Casagrande sabe muito bem que, por trás de movimentos de paralisações de policiais e bombeiros militares no Espírito Santo, estão interesses pessoais e de grupos de algumas lideranças, principalmente de oficiais da PM e do Corpo de Bombeiros, de olho na direção de entidades e até mesmo visando às eleições municipais de outubro.
As entidades de classe dos militares estaduais marcaram para o dia 15 deste mês uma assembleia geral unificada, no Campo do Caxias, onde serão discutidas a recomposição salarial e a reestruturação do Quadro Organizacional da PM e do CBMES.
Existe uma ameaça de, caso o governo não atenda as reivindicações dos militares capixabas, ocorrer aqui também uma paralisação, que seria definida entre greve ou aquartelamento. Vale lembrar que a Constituição Federal proíbe greve de policiais e bombeiros militares.
Conforme este blog já informou com exclusividade, na última sexta-feira (03/02), quando a greve de policiais militares baianos chegou ao auge – com assassinatos, arrastões e a invasão da Assembleia Legislativa baiana por parte de um grupo de policiais –, Renato Casagrande fez várias ligações para seu colega Jaques Wagner (PT), para entender como se desenrolava a crise na Bahia.
Casagrande agiu rápido na mesma sexta-feira e decidiu que o negociador do governo com os policiais militares passaria a ser o comandante geral da PM, coronel Ronalt Willian, que nesta segunda-feira (06/02) já começou a se reunir com as entidades de classe.

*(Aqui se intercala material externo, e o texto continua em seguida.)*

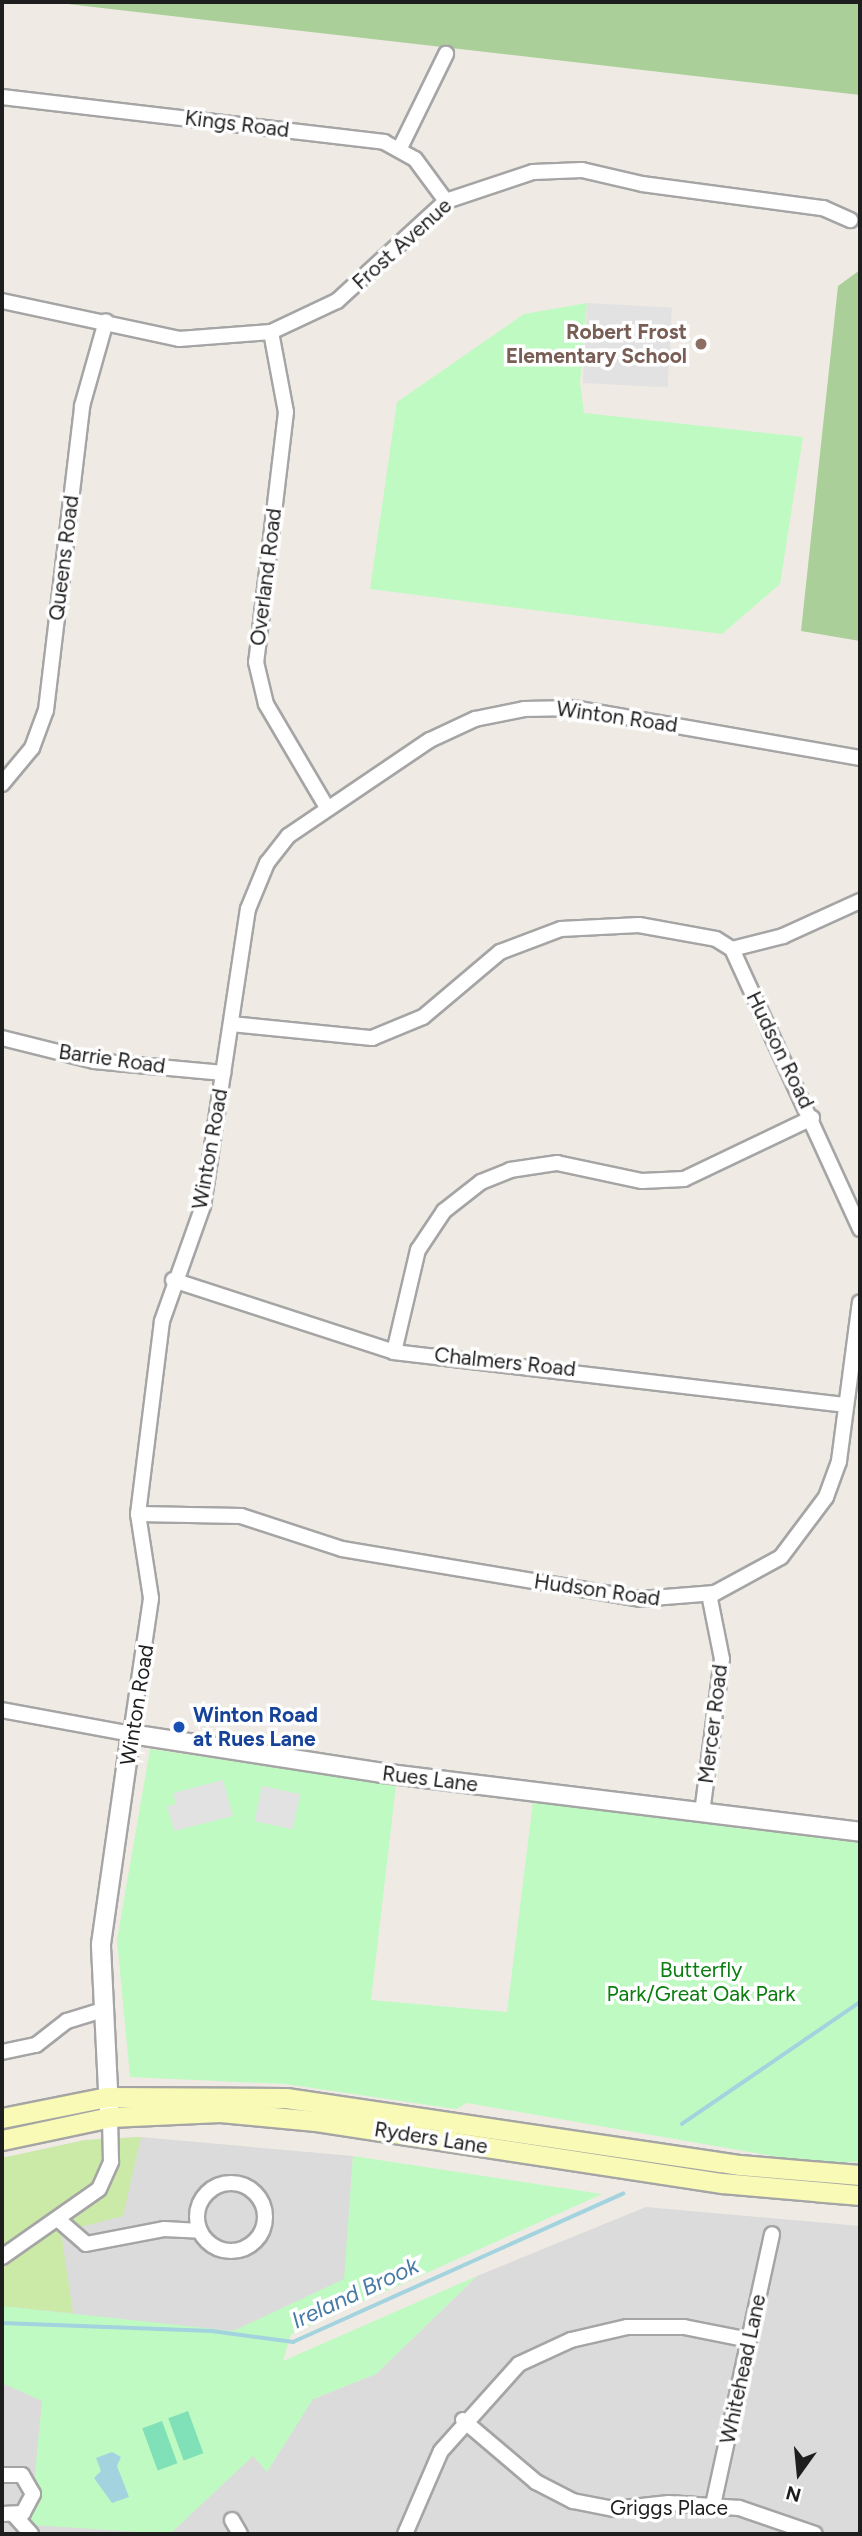 <!DOCTYPE html>
<style>
body{margin:0}
#map{position:relative;width:862px;height:2536px;overflow:hidden;background:#efebe4;font-family:Figtree,sans-serif}
div>[style]{position:absolute}
.residential>*{inset:0;background:#dcdbdb}
.grass>*{inset:0;background:#cbeaa8}
.forest>*{inset:0;background:#aacf98}
.park>*{inset:0;background:#bffac2}
.pitch>*{inset:0;background:#80e0b7;transform-origin:0 0}
.parking>*{inset:0;background:#e2e2e2;transform-origin:0 0}
.water>*{inset:0;background:#a3d3de}
.stream>*{height:3.5px;margin:-1.75px;padding:0 1.75px;transform-origin:1.75px;border-radius:1.75px;background:#a3d3de}
.roads{filter:drop-shadow(2px 0 #a5a5a5) drop-shadow(-2px 0 #a5a5a5) drop-shadow(0 2px #a5a5a5) drop-shadow(0 -2px #a5a5a5)}
.minor>*{height:14px;margin:-7px;padding:0 7px;transform-origin:7px;border-radius:7px;background:#fff}
.minor>.ring{margin:-7px;padding:0;box-sizing:content-box;background:none;border:14px solid #fff;border-radius:50%}
.tertiary>*{height:18px;margin:-9px;padding:0 9px;transform-origin:9px;border-radius:9px;background:#fff}
.secondary>*{height:19px;margin:-9.5px;padding:0 9.5px;transform-origin:9.5px;border-radius:9.5px;background:#f9fab6}
.dots>*{width:19px;height:19px;translate:-50% -50%;box-sizing:border-box;border:4px solid #fff;border-radius:50%}
span{translate:-50% -50%;white-space:nowrap;text-align:center;line-height:1.15;-webkit-text-stroke:7px #fff;paint-order:stroke}
.street-label{font-size:21px;color:#1e1e1e}
.education-label{font-size:21px;color:#785e54;font-weight:700}
.right{translate:-100% -50%;text-align:right}
.transit-label{font-size:21px;color:#164399;font-weight:700}
.left{translate:0 -50%;text-align:left}
.park-label{font-size:21px;color:#0a7e0f}
.water-label{font-size:23px;color:#467aa7;font-style:italic}
.frame{position:absolute;inset:0;border:4px solid #1e1e1e;pointer-events:none}
.north{position:absolute;left:764px;top:2438px;width:70px;height:70px;-webkit-text-stroke:5px #fff;paint-order:stroke;rotate:195deg;font-size:19px;font-weight:700;line-height:28px;text-align:center;color:#1e1e1e}
.north::after{content:'';display:block;margin:auto;width:24px;height:32px;background:#1e1e1e;clip-path:polygon(50% 0,100% 100%,50% 72%,0 100%)}
</style>
<div id="map">
<div class="residential">
<div style="clip-path:polygon(141px 2137px,353px 2156px,344px 2310px,291px 2334px,282px 2362px,313px 2399px,376px 2374px,477px 2276px,646px 2207px,860px 2226px,860px 2534px,2px 2534px,2px 2158px,85px 2140px)"></div>
</div>
<div class="grass">
<div style="clip-path:polygon(141px 2137px,123px 2216px,61px 2232px,73px 2313px,2px 2306px,2px 2158px,85px 2140px)"></div>
</div>
<div class="forest">
<div style="clip-path:polygon(50px 2px,860px 2px,860px 95px)"></div>
<div style="clip-path:polygon(860px 270px,860px 641px,801px 631px,838px 286px)"></div>
</div>
<div class="park">
<div style="clip-path:polygon(587px 303px,580px 383px,584px 413px,803px 437px,780px 584px,722px 634px,370px 589px,397px 402px,524px 314px)"></div>
<div style="clip-path:polygon(150px 1749px,396px 1785px,371px 2000px,507px 2012px,533px 1801px,860px 1843px,860px 2162px,813px 2163px,467px 2103px,456px 2109px,285px 2084px,130px 2077px,117px 1940px)"></div>
<div style="clip-path:polygon(353px 2156px,602px 2194px,291px 2334px,283px 2361px,477px 2276px,376px 2374px,313px 2399px,267px 2472px,253px 2456px,170px 2534px,30px 2525px,42px 2401px,2px 2383px,2px 2306px,233px 2331px,344px 2279px)"></div>
</div>
<div class="pitch">
<div style="left:188px;top:2411px;width:45px;height:21px;rotate:70deg"></div>
<div style="left:162px;top:2421px;width:45px;height:21px;rotate:70deg"></div>
</div>
<div class="parking">
<div style="left:587px;top:303px;width:85px;height:80px;rotate:3deg"></div>
<div style="clip-path:polygon(223px 1780px,233px 1816px,174px 1831px,167px 1806px,176px 1804px,173px 1793px)"></div>
<div style="left:262px;top:1786px;width:39px;height:36px;rotate:12deg"></div>
</div>
<div class="water">
<div style="clip-path:polygon(112px 2452px,121px 2457px,117px 2466px,129px 2497px,112px 2503px,94px 2478px,101px 2471px,96px 2458px)"></div>
</div>
<div class="stream">
<div style="left:682px;top:2124px;width:216px;rotate:-34.4deg"></div>
<div style="left:2px;top:2323px;width:210px;rotate:2.2deg"></div>
<div style="left:212px;top:2331px;width:82px;rotate:7.7deg"></div>
<div style="left:293px;top:2342px;width:362px;rotate:-24.2deg"></div>
</div>
<div class="roads">
<div class="minor">
<div style="left:2px;top:97px;width:385px;rotate:6.7deg"></div>
<div style="left:384px;top:142px;width:35px;rotate:29deg"></div>
<div style="left:415px;top:159px;width:52px;rotate:53.6deg"></div>
<div style="left:400px;top:148px;width:105px;rotate:-63.9deg"></div>
<div style="left:2px;top:301px;width:181px;rotate:12.1deg"></div>
<div style="left:179px;top:339px;width:92px;rotate:-4.4deg"></div>
<div style="left:271px;top:332px;width:73px;rotate:-25.2deg"></div>
<div style="left:337px;top:301px;width:148px;rotate:-42.5deg"></div>
<div style="left:446px;top:201px;width:92px;rotate:-18.4deg"></div>
<div style="left:533px;top:172px;width:49px;rotate:-2.3deg"></div>
<div style="left:582px;top:170px;width:62px;rotate:13.1deg"></div>
<div style="left:642px;top:184px;width:183px;rotate:7.6deg"></div>
<div style="left:823px;top:208px;width:30px;rotate:24deg"></div>
<div style="left:271px;top:332px;width:81px;rotate:79.4deg"></div>
<div style="left:286px;top:412px;width:252px;rotate:96.8deg"></div>
<div style="left:256px;top:662px;width:43px;rotate:76.6deg"></div>
<div style="left:266px;top:704px;width:118px;rotate:59.5deg"></div>
<div style="left:2px;top:784px;width:47px;rotate:-50.2deg"></div>
<div style="left:32px;top:748px;width:40px;rotate:-69.8deg"></div>
<div style="left:46px;top:710px;width:306px;rotate:-83.2deg"></div>
<div style="left:82px;top:406px;width:88px;rotate:-74.2deg"></div>
<div style="left:732px;top:949px;width:308px;rotate:65.4deg"></div>
<div style="left:231px;top:1024px;width:142px;rotate:5.7deg"></div>
<div style="left:372px;top:1038px;width:55px;rotate:-22.4deg"></div>
<div style="left:423px;top:1017px;width:101px;rotate:-40.2deg"></div>
<div style="left:500px;top:952px;width:65px;rotate:-20.7deg"></div>
<div style="left:561px;top:929px;width:78px;rotate:-2.9deg"></div>
<div style="left:639px;top:925px;width:78px;rotate:10.3deg"></div>
<div style="left:716px;top:939px;width:19px;rotate:32deg"></div>
<div style="left:732px;top:949px;width:53px;rotate:-14.3deg"></div>
<div style="left:783px;top:936px;width:85px;rotate:-24.4deg"></div>
<div style="left:2px;top:1038px;width:95px;rotate:14deg"></div>
<div style="left:94px;top:1061px;width:130px;rotate:5.3deg"></div>
<div style="left:173px;top:1280px;width:232px;rotate:18deg"></div>
<div style="left:394px;top:1352px;width:455px;rotate:6.7deg"></div>
<div style="left:394px;top:1352px;width:105px;rotate:-76.8deg"></div>
<div style="left:418px;top:1250px;width:47px;rotate:-56.3deg"></div>
<div style="left:444px;top:1211px;width:47px;rotate:-38.1deg"></div>
<div style="left:481px;top:1182px;width:31px;rotate:-22deg"></div>
<div style="left:510px;top:1170px;width:48px;rotate:-8.5deg"></div>
<div style="left:557px;top:1163px;width:87px;rotate:12deg"></div>
<div style="left:642px;top:1181px;width:42px;rotate:-2.7deg"></div>
<div style="left:684px;top:1179px;width:142px;rotate:-25.5deg"></div>
<div style="left:138px;top:1514px;width:103px;rotate:1.1deg"></div>
<div style="left:241px;top:1516px;width:106px;rotate:18.1deg"></div>
<div style="left:342px;top:1549px;width:302px;rotate:9.5deg"></div>
<div style="left:640px;top:1599px;width:75px;rotate:-4.6deg"></div>
<div style="left:715px;top:1593px;width:75px;rotate:-28.6deg"></div>
<div style="left:781px;top:1557px;width:75px;rotate:-53.1deg"></div>
<div style="left:826px;top:1497px;width:38px;rotate:-70deg"></div>
<div style="left:839px;top:1461px;width:160px;rotate:-82.5deg"></div>
<div style="left:2px;top:1710px;width:131px;rotate:10.5deg"></div>
<div style="left:131px;top:1734px;width:137px;rotate:-81.6deg"></div>
<div style="left:151px;top:1598px;width:85px;rotate:-98.8deg"></div>
<div style="left:138px;top:1514px;width:194px;rotate:-82.9deg"></div>
<div style="left:162px;top:1321px;width:122px;rotate:-70.4deg"></div>
<div style="left:203px;top:1206px;width:300px;rotate:-81.4deg"></div>
<div style="left:248px;top:909px;width:50px;rotate:-67.6deg"></div>
<div style="left:267px;top:863px;width:34px;rotate:-52deg"></div>
<div style="left:288px;top:836px;width:171px;rotate:-34.1deg"></div>
<div style="left:430px;top:740px;width:50px;rotate:-25deg"></div>
<div style="left:475px;top:719px;width:50px;rotate:-11.5deg"></div>
<div style="left:524px;top:709px;width:50px;rotate:-1.1deg"></div>
<div style="left:574px;top:708px;width:290px;rotate:9.9deg"></div>
<div style="left:702px;top:1813px;width:155px;rotate:-82.6deg"></div>
<div style="left:722px;top:1659px;width:66px;rotate:-101.3deg"></div>
<div style="left:2px;top:2052px;width:35px;rotate:-12deg"></div>
<div style="left:36px;top:2045px;width:39px;rotate:-38deg"></div>
<div style="left:67px;top:2021px;width:34px;rotate:-17deg"></div>
<div class="ring" style="left:197px;top:2183px;width:54px;height:54px"></div>
<div style="left:61px;top:2222px;width:33px;rotate:41deg"></div>
<div style="left:86px;top:2244px;width:79px;rotate:-10.9deg"></div>
<div style="left:164px;top:2229px;width:36px;rotate:3deg"></div>
<div style="left:2px;top:2257px;width:118px;rotate:-35deg"></div>
<div style="left:99px;top:2189px;width:30px;rotate:-66deg"></div>
<div style="left:111px;top:2162px;width:45px;rotate:-91.3deg"></div>
<div style="left:463px;top:2420px;width:96px;rotate:40.3deg"></div>
<div style="left:536px;top:2482px;width:42px;rotate:27.2deg"></div>
<div style="left:573px;top:2501px;width:42px;rotate:11deg"></div>
<div style="left:614px;top:2509px;width:55px;rotate:-6.2deg"></div>
<div style="left:669px;top:2503px;width:70px;rotate:4.1deg"></div>
<div style="left:739px;top:2508px;width:80px;rotate:18.9deg"></div>
<div style="left:2px;top:2475px;width:20px"></div>
<div style="left:22px;top:2475px;width:22px;rotate:60deg"></div>
<div style="left:33px;top:2494px;width:21px;rotate:118deg"></div>
<div style="left:23px;top:2513px;width:21px;rotate:177deg"></div>
<div style="left:713px;top:2505px;width:277px;rotate:-77.7deg"></div>
<div style="left:15px;top:2516px;width:24px;rotate:48deg"></div>
<div style="left:232px;top:2520px;width:16px;rotate:60deg"></div>
<div style="left:405px;top:2534px;width:90px;rotate:-66.6deg"></div>
<div style="left:441px;top:2451px;width:117px;rotate:-48.1deg"></div>
<div style="left:519px;top:2364px;width:57px;rotate:-24.8deg"></div>
<div style="left:571px;top:2340px;width:57px;rotate:-13.1deg"></div>
<div style="left:627px;top:2327px;width:57px"></div>
<div style="left:684px;top:2327px;width:66px;rotate:11.3deg"></div>
</div>
<div class="tertiary">
<div style="left:109px;top:2110px;width:166px;rotate:-92.8deg"></div>
<div style="left:101px;top:1944px;width:212px;rotate:-81.9deg"></div>
<div style="left:131px;top:1734px;width:254px;rotate:8.8deg"></div>
<div style="left:382px;top:1773px;width:482px;rotate:7deg"></div>
</div>
<div class="secondary">
<div style="left:2px;top:2118px;width:107px;rotate:-11.3deg"></div>
<div style="left:107px;top:2097px;width:179px;rotate:0.3deg"></div>
<div style="left:286px;top:2098px;width:459px;rotate:8.4deg"></div>
<div style="left:740px;top:2165px;width:120px;rotate:4.8deg"></div>
<div style="left:2px;top:2140px;width:110px;rotate:-12deg"></div>
<div style="left:110px;top:2117px;width:110px;rotate:-2.6deg"></div>
<div style="left:220px;top:2112px;width:96px;rotate:5.4deg"></div>
<div style="left:316px;top:2121px;width:411px;rotate:8.7deg"></div>
<div style="left:722px;top:2183px;width:139px;rotate:5deg"></div>
</div>
</div>
<div class="dots">
<div style="left:701px;top:344px;background:#8d6e63"></div>
<div style="left:179px;top:1727px;background:#1a4fb4"></div>
</div>
<div class="street-label">
<span style="left:237px;top:124px;rotate:7deg">Kings Road</span>
<span style="left:402px;top:244px;rotate:-42deg">Frost Avenue</span>
<span style="left:64px;top:558px;rotate:-83deg">Queens Road</span>
<span style="left:266px;top:577px;rotate:-83deg">Overland Road</span>
<span style="left:617px;top:717px;rotate:8deg">Winton Road</span>
<span style="left:780px;top:1050px;rotate:64deg">Hudson Road</span>
<span style="left:112px;top:1059px;rotate:8deg">Barrie Road</span>
<span style="left:210px;top:1149px;rotate:-80deg">Winton Road</span>
<span style="left:505px;top:1362px;rotate:6deg">Chalmers Road</span>
<span style="left:597px;top:1590px;rotate:8deg">Hudson Road</span>
<span style="left:137px;top:1705px;rotate:-81deg">Winton Road</span>
<span style="left:713px;top:1724px;rotate:-83deg">Mercer Road</span>
<span style="left:430px;top:1779px;rotate:7deg">Rues Lane</span>
<span style="left:431px;top:2138px;rotate:9deg">Ryders Lane</span>
<span style="left:743px;top:2369px;rotate:-78deg">Whitehead Lane</span>
<span style="left:669px;top:2508px">Griggs Place</span>
</div>
<div class="education-label">
<span class="right" style="left:687px;top:344px">Robert Frost<br>Elementary School</span>
</div>
<div class="transit-label">
<span class="left" style="left:193px;top:1727px">Winton Road<br>at Rues Lane</span>
</div>
<div class="park-label">
<span style="left:701px;top:1982px">Butterfly<br>Park/Great Oak Park</span>
</div>
<div class="water-label">
<span style="left:355px;top:2293px;rotate:-25deg">Ireland Brook</span>
</div>
<div class="frame"></div>
<div class="north">N</div>
</div>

O governador sabe o que se passa nos bastidores e tem conhecimento que eleições na Associação dos Oficiais Militares Estaduais (Assomes) e na Caixa Beneficente dos Militares Estaduais, ainda este ano, podem ter influência direta nas movimentações da tropa em torno das reivindicações.
Casagrande pode ter certeza, porém, que os militares, em sua a maioria, são responsáveis e cumpridores de seus deveres e torcem para que um acordo seja feito sem necessidade de qualquer paralisação.

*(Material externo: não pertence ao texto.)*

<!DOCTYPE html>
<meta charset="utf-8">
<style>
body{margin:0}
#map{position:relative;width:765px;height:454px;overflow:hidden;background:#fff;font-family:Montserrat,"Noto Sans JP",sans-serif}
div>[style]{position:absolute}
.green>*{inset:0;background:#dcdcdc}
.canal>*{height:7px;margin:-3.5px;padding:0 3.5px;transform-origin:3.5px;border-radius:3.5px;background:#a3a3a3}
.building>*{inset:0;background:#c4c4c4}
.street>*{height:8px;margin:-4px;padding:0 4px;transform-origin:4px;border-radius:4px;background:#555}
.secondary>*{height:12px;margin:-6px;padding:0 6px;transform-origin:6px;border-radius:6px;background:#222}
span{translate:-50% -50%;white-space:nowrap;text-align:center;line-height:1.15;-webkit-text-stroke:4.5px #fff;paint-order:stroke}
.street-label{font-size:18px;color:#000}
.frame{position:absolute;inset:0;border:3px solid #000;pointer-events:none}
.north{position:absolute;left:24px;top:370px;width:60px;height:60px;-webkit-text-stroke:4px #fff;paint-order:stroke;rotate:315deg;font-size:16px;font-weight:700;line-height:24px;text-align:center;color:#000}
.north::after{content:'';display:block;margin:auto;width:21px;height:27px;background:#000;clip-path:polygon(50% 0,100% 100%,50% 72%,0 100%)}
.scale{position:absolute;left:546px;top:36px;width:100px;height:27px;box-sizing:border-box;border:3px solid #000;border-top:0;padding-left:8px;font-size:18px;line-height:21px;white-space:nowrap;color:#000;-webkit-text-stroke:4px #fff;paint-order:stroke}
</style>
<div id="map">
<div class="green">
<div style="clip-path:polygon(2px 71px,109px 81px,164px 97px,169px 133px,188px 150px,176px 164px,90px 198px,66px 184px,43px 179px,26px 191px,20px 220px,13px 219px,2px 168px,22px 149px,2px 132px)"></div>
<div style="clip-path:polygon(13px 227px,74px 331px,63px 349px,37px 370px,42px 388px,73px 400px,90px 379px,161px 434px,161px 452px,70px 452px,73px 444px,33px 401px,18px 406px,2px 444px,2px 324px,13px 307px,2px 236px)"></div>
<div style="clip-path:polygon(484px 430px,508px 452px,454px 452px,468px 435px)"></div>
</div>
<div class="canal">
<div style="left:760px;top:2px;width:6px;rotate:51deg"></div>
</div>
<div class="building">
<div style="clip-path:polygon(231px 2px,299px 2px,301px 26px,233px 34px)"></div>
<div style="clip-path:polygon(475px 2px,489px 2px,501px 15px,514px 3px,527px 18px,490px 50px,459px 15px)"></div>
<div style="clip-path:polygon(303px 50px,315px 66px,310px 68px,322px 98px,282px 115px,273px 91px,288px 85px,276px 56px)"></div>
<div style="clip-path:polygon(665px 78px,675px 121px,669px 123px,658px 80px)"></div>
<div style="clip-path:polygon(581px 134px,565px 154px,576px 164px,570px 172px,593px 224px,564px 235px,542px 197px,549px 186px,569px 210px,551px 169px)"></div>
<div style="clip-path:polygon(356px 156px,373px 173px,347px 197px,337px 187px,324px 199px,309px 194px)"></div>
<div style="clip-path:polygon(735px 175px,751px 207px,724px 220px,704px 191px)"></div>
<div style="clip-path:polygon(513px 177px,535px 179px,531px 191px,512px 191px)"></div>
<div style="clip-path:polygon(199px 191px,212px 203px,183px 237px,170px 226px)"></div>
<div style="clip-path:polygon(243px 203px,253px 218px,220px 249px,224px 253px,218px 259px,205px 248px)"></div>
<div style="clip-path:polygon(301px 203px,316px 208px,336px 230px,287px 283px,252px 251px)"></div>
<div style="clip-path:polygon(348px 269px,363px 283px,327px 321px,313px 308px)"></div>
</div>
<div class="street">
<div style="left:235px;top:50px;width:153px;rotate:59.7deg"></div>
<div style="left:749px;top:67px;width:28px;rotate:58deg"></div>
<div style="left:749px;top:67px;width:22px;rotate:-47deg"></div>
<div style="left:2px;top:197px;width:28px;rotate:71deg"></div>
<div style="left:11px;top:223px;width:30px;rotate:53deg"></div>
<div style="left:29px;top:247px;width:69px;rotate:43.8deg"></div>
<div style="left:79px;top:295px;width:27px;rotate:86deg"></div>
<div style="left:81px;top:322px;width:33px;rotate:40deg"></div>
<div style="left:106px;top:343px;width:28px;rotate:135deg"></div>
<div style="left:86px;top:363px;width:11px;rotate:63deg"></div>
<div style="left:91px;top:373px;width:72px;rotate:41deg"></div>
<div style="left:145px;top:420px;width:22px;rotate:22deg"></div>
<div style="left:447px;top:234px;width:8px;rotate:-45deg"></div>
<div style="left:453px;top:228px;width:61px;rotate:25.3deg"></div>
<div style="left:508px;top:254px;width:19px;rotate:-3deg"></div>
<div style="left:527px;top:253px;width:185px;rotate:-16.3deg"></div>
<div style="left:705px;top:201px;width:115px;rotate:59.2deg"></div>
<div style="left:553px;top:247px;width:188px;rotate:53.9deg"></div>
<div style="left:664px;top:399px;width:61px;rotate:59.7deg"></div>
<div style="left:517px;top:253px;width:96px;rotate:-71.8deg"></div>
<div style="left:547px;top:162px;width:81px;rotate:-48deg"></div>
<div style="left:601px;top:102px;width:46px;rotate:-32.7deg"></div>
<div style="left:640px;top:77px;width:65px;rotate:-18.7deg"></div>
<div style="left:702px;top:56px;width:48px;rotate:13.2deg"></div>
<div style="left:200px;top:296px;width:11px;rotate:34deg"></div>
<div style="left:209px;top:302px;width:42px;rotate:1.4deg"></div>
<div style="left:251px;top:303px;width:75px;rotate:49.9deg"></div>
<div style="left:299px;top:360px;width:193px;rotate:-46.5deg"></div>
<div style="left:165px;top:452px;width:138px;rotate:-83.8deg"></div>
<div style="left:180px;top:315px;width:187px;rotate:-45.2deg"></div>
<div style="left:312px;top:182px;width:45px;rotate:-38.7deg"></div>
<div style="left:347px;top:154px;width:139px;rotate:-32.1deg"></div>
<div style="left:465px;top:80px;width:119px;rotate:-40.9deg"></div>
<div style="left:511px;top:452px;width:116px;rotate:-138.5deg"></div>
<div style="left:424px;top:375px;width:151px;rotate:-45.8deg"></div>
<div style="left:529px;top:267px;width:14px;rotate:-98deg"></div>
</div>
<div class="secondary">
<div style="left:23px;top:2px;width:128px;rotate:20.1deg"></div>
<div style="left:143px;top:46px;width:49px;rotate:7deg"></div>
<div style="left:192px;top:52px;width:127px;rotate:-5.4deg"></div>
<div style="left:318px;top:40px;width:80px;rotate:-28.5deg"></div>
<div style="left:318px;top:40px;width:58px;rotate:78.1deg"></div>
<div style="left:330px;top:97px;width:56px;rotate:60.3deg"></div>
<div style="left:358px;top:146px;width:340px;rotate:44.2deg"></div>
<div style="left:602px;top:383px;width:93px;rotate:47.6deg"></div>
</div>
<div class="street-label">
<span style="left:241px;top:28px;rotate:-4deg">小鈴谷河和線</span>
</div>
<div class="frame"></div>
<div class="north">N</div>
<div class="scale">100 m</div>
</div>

Tanto que um oficial – fonte deste blog – que disputará a eleição para presidente da Assomes (Clube dos Oficiais) diz que é contra a paralisação de policiais militares, pois aquartelamento já aconteceu no passado e em nada contribuiu para melhoria salarial de praças e oficiais.
Lembra ele que, após os movimentos paradistas, restam somente inquéritos e processos para alguns poucos militares. Esta mesma fonte informa que há um movimento para fortalecer a candidatura de um oficial que concorrerá também à presidência do Clube dos Oficiais (Asssomes), cujas eleições estão previstas para novembro deste ano.
Este outro candidato teria se aliado ao ex-comandante geral da PMES, coronel Oberacy Emmerich Júnior, atual subsecretário de Estado da Justiça (Sejus), que pleiteia disputar, também este ano, uma vaga de conselheiro na Caixa Beneficente dos Policiais e Bombeiros Militares.
O coronel Emmerich e o seu parceiro, que está de olho na direção do Clube dos Oficiais, têm enviado correspondências eletrônicas (emails) para os eleitores das duas entidades, se apresentando como candidatos.
Aliás, a Caixa Beneficente – para a qual todos os policiais e bombeiros militares do Espírito Santo são obrigados a contribuir financeiramente mensalmente – ultimamente vem sendo motivo de discordância por conta da remuneração que paga a seus conselheiros.
Por força do estatuto, somente oficiais de alta patente – majores, tenentes-coronéis e coronéis – podem fazer parte do Conselho da Caixa Beneficente. Por mês, cada conselheiro da Caixa Beneficente recebe de jeton cerca de R$ 1,8 mil, para participar apenas de uma reunião semanal.
De acordo com uma fonte do Comando Geral da PM, um grupo de oficiais que estão sendo liderados pelos chamados “Tucunzeiros” – turma de oficiais da PM formada, a partir dos anos 90, no Centro de Formação e Aperfeiçoamento, no bairro Tucum, em Cariacica – “teria se unido nos últimos meses para ganhar representações também nas demais entidades de classe dos policiais militares, numa troca de interesses que nenhum benefício levaria os praças – sobretudo cabos e soldados”.
Este movimento, no entanto, não tem a adesão de todos os oficiais. E uma liderança que emerge entre os oficiais mais novos é o major José Augusto.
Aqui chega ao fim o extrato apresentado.